= About this exercise =
Repeat all the data word for word.

--

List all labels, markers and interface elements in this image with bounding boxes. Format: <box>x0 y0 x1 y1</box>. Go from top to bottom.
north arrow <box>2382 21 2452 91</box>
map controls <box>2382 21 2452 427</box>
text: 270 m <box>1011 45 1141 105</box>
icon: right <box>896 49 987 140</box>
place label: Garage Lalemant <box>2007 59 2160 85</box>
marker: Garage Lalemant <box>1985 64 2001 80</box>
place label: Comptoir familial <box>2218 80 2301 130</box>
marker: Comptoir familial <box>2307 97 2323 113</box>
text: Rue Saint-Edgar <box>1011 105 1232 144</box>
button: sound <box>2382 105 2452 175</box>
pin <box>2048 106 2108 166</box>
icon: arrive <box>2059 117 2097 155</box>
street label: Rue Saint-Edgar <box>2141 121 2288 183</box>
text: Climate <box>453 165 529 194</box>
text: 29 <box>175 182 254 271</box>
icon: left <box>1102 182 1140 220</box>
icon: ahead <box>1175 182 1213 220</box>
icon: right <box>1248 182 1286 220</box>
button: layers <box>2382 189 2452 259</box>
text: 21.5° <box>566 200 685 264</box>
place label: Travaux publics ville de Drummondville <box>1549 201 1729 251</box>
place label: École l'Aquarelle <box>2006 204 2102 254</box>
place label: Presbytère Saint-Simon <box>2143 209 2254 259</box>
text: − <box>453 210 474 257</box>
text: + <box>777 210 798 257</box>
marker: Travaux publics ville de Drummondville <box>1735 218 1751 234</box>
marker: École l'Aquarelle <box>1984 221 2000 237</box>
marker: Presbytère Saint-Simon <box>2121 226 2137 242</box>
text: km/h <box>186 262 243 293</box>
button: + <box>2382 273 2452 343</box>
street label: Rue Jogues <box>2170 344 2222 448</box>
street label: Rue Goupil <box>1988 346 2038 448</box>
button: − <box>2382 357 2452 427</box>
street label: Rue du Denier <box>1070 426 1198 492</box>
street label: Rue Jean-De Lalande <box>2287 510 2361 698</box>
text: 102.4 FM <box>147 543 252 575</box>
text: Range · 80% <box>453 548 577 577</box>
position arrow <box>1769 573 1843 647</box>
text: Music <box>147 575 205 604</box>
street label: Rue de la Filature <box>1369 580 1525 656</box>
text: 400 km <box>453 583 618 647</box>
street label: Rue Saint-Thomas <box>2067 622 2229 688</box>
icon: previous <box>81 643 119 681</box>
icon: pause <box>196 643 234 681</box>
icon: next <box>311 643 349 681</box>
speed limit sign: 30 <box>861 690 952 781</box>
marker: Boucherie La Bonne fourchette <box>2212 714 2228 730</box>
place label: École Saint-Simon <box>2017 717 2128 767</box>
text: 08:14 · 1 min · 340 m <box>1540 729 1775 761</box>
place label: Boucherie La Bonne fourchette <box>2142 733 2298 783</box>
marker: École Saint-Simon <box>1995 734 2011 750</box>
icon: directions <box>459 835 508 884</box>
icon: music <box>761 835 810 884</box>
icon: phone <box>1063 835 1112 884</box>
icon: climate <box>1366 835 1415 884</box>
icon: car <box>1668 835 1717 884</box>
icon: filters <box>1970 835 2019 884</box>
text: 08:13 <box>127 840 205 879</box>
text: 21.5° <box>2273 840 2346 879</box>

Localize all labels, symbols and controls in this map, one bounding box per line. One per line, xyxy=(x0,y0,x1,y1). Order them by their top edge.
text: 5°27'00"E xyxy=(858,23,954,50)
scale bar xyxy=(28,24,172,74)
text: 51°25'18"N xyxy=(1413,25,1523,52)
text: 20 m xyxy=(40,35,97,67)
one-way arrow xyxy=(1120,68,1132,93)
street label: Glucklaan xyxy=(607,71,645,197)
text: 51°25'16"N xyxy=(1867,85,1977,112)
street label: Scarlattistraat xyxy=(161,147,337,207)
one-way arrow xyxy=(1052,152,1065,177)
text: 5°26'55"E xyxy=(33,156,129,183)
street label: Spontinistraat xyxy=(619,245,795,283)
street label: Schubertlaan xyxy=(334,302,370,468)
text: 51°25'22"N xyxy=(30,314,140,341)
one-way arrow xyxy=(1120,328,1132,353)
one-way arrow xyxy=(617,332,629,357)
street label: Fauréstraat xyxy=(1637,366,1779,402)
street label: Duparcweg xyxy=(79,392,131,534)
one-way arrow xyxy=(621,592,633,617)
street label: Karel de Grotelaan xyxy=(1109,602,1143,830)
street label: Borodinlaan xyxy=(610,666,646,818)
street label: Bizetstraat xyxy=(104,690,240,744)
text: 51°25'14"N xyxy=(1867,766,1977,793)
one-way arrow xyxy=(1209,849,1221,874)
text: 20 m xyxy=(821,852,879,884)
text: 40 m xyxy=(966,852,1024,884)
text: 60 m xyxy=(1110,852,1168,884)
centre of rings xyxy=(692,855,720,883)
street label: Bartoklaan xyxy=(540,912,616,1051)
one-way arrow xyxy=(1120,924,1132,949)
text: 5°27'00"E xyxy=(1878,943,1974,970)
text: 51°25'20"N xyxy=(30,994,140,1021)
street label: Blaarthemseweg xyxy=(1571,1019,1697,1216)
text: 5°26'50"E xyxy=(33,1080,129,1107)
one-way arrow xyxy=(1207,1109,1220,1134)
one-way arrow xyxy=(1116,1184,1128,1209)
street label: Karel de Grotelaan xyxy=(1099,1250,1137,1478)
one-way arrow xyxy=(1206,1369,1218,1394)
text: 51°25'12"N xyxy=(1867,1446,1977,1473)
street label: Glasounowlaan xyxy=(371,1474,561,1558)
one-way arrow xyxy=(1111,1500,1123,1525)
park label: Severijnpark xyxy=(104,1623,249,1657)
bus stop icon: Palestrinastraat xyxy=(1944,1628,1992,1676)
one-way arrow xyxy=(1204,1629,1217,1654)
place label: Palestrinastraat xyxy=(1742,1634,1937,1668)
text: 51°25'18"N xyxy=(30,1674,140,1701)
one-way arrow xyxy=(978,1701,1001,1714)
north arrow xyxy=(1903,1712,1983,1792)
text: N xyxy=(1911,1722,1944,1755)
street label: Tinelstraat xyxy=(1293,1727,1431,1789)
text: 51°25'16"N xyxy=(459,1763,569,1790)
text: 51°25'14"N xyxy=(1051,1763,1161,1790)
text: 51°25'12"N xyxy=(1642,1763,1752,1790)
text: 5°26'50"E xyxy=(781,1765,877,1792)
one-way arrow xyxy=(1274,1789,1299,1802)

--

= Answer to the problem =
List all labels, markers and interface elements in this image with bounding boxes. Format: <box>x0 y0 x1 y1</box>. Go from top to bottom.
north arrow <box>2382 21 2452 91</box>
map controls <box>2382 21 2452 427</box>
text: 270 m <box>1011 45 1141 105</box>
icon: right <box>896 49 987 140</box>
place label: Garage Lalemant <box>2007 59 2160 85</box>
marker: Garage Lalemant <box>1985 64 2001 80</box>
place label: Comptoir familial <box>2218 80 2301 130</box>
marker: Comptoir familial <box>2307 97 2323 113</box>
text: Rue Saint-Edgar <box>1011 105 1232 144</box>
button: sound <box>2382 105 2452 175</box>
pin <box>2048 106 2108 166</box>
icon: arrive <box>2059 117 2097 155</box>
street label: Rue Saint-Edgar <box>2141 121 2288 183</box>
text: Climate <box>453 165 529 194</box>
text: 29 <box>175 182 254 271</box>
icon: left <box>1102 182 1140 220</box>
icon: ahead <box>1175 182 1213 220</box>
icon: right <box>1248 182 1286 220</box>
button: layers <box>2382 189 2452 259</box>
text: 21.5° <box>566 200 685 264</box>
place label: Travaux publics ville de Drummondville <box>1549 201 1729 251</box>
place label: École l'Aquarelle <box>2006 204 2102 254</box>
place label: Presbytère Saint-Simon <box>2143 209 2254 259</box>
text: − <box>453 210 474 257</box>
text: + <box>777 210 798 257</box>
marker: Travaux publics ville de Drummondville <box>1735 218 1751 234</box>
marker: École l'Aquarelle <box>1984 221 2000 237</box>
marker: Presbytère Saint-Simon <box>2121 226 2137 242</box>
text: km/h <box>186 262 243 293</box>
button: + <box>2382 273 2452 343</box>
street label: Rue Jogues <box>2170 344 2222 448</box>
street label: Rue Goupil <box>1988 346 2038 448</box>
button: − <box>2382 357 2452 427</box>
street label: Rue du Denier <box>1070 426 1198 492</box>
street label: Rue Jean-De Lalande <box>2287 510 2361 698</box>
text: 102.4 FM <box>147 543 252 575</box>
text: Range · 80% <box>453 548 577 577</box>
position arrow <box>1769 573 1843 647</box>
text: Music <box>147 575 205 604</box>
street label: Rue de la Filature <box>1369 580 1525 656</box>
text: 400 km <box>453 583 618 647</box>
street label: Rue Saint-Thomas <box>2067 622 2229 688</box>
icon: previous <box>81 643 119 681</box>
icon: pause <box>196 643 234 681</box>
icon: next <box>311 643 349 681</box>
speed limit sign: 30 <box>861 690 952 781</box>
marker: Boucherie La Bonne fourchette <box>2212 714 2228 730</box>
place label: École Saint-Simon <box>2017 717 2128 767</box>
text: 08:14 · 1 min · 340 m <box>1540 729 1775 761</box>
place label: Boucherie La Bonne fourchette <box>2142 733 2298 783</box>
marker: École Saint-Simon <box>1995 734 2011 750</box>
icon: directions <box>459 835 508 884</box>
icon: music <box>761 835 810 884</box>
icon: phone <box>1063 835 1112 884</box>
icon: climate <box>1366 835 1415 884</box>
icon: car <box>1668 835 1717 884</box>
icon: filters <box>1970 835 2019 884</box>
text: 08:13 <box>127 840 205 879</box>
text: 21.5° <box>2273 840 2346 879</box>

Localize all labels, symbols and controls in this map, one bounding box per line. One per line, xyxy=(x0,y0,x1,y1). Order them by their top edge.
text: 5°27'00"E xyxy=(858,23,954,50)
scale bar xyxy=(28,24,172,74)
text: 51°25'18"N xyxy=(1413,25,1523,52)
text: 20 m xyxy=(40,35,97,67)
one-way arrow xyxy=(1120,68,1132,93)
street label: Glucklaan xyxy=(607,71,645,197)
text: 51°25'16"N xyxy=(1867,85,1977,112)
street label: Scarlattistraat xyxy=(161,147,337,207)
one-way arrow xyxy=(1052,152,1065,177)
text: 5°26'55"E xyxy=(33,156,129,183)
street label: Spontinistraat xyxy=(619,245,795,283)
street label: Schubertlaan xyxy=(334,302,370,468)
text: 51°25'22"N xyxy=(30,314,140,341)
one-way arrow xyxy=(1120,328,1132,353)
one-way arrow xyxy=(617,332,629,357)
street label: Fauréstraat xyxy=(1637,366,1779,402)
street label: Duparcweg xyxy=(79,392,131,534)
one-way arrow xyxy=(621,592,633,617)
street label: Karel de Grotelaan xyxy=(1109,602,1143,830)
street label: Borodinlaan xyxy=(610,666,646,818)
street label: Bizetstraat xyxy=(104,690,240,744)
text: 51°25'14"N xyxy=(1867,766,1977,793)
one-way arrow xyxy=(1209,849,1221,874)
text: 20 m xyxy=(821,852,879,884)
text: 40 m xyxy=(966,852,1024,884)
text: 60 m xyxy=(1110,852,1168,884)
centre of rings xyxy=(692,855,720,883)
street label: Bartoklaan xyxy=(540,912,616,1051)
one-way arrow xyxy=(1120,924,1132,949)
text: 5°27'00"E xyxy=(1878,943,1974,970)
text: 51°25'20"N xyxy=(30,994,140,1021)
street label: Blaarthemseweg xyxy=(1571,1019,1697,1216)
text: 5°26'50"E xyxy=(33,1080,129,1107)
one-way arrow xyxy=(1207,1109,1220,1134)
one-way arrow xyxy=(1116,1184,1128,1209)
street label: Karel de Grotelaan xyxy=(1099,1250,1137,1478)
one-way arrow xyxy=(1206,1369,1218,1394)
text: 51°25'12"N xyxy=(1867,1446,1977,1473)
street label: Glasounowlaan xyxy=(371,1474,561,1558)
one-way arrow xyxy=(1111,1500,1123,1525)
park label: Severijnpark xyxy=(104,1623,249,1657)
bus stop icon: Palestrinastraat xyxy=(1944,1628,1992,1676)
one-way arrow xyxy=(1204,1629,1217,1654)
place label: Palestrinastraat xyxy=(1742,1634,1937,1668)
text: 51°25'18"N xyxy=(30,1674,140,1701)
one-way arrow xyxy=(978,1701,1001,1714)
north arrow xyxy=(1903,1712,1983,1792)
text: N xyxy=(1911,1722,1944,1755)
street label: Tinelstraat xyxy=(1293,1727,1431,1789)
text: 51°25'16"N xyxy=(459,1763,569,1790)
text: 51°25'14"N xyxy=(1051,1763,1161,1790)
text: 51°25'12"N xyxy=(1642,1763,1752,1790)
text: 5°26'50"E xyxy=(781,1765,877,1792)
one-way arrow xyxy=(1274,1789,1299,1802)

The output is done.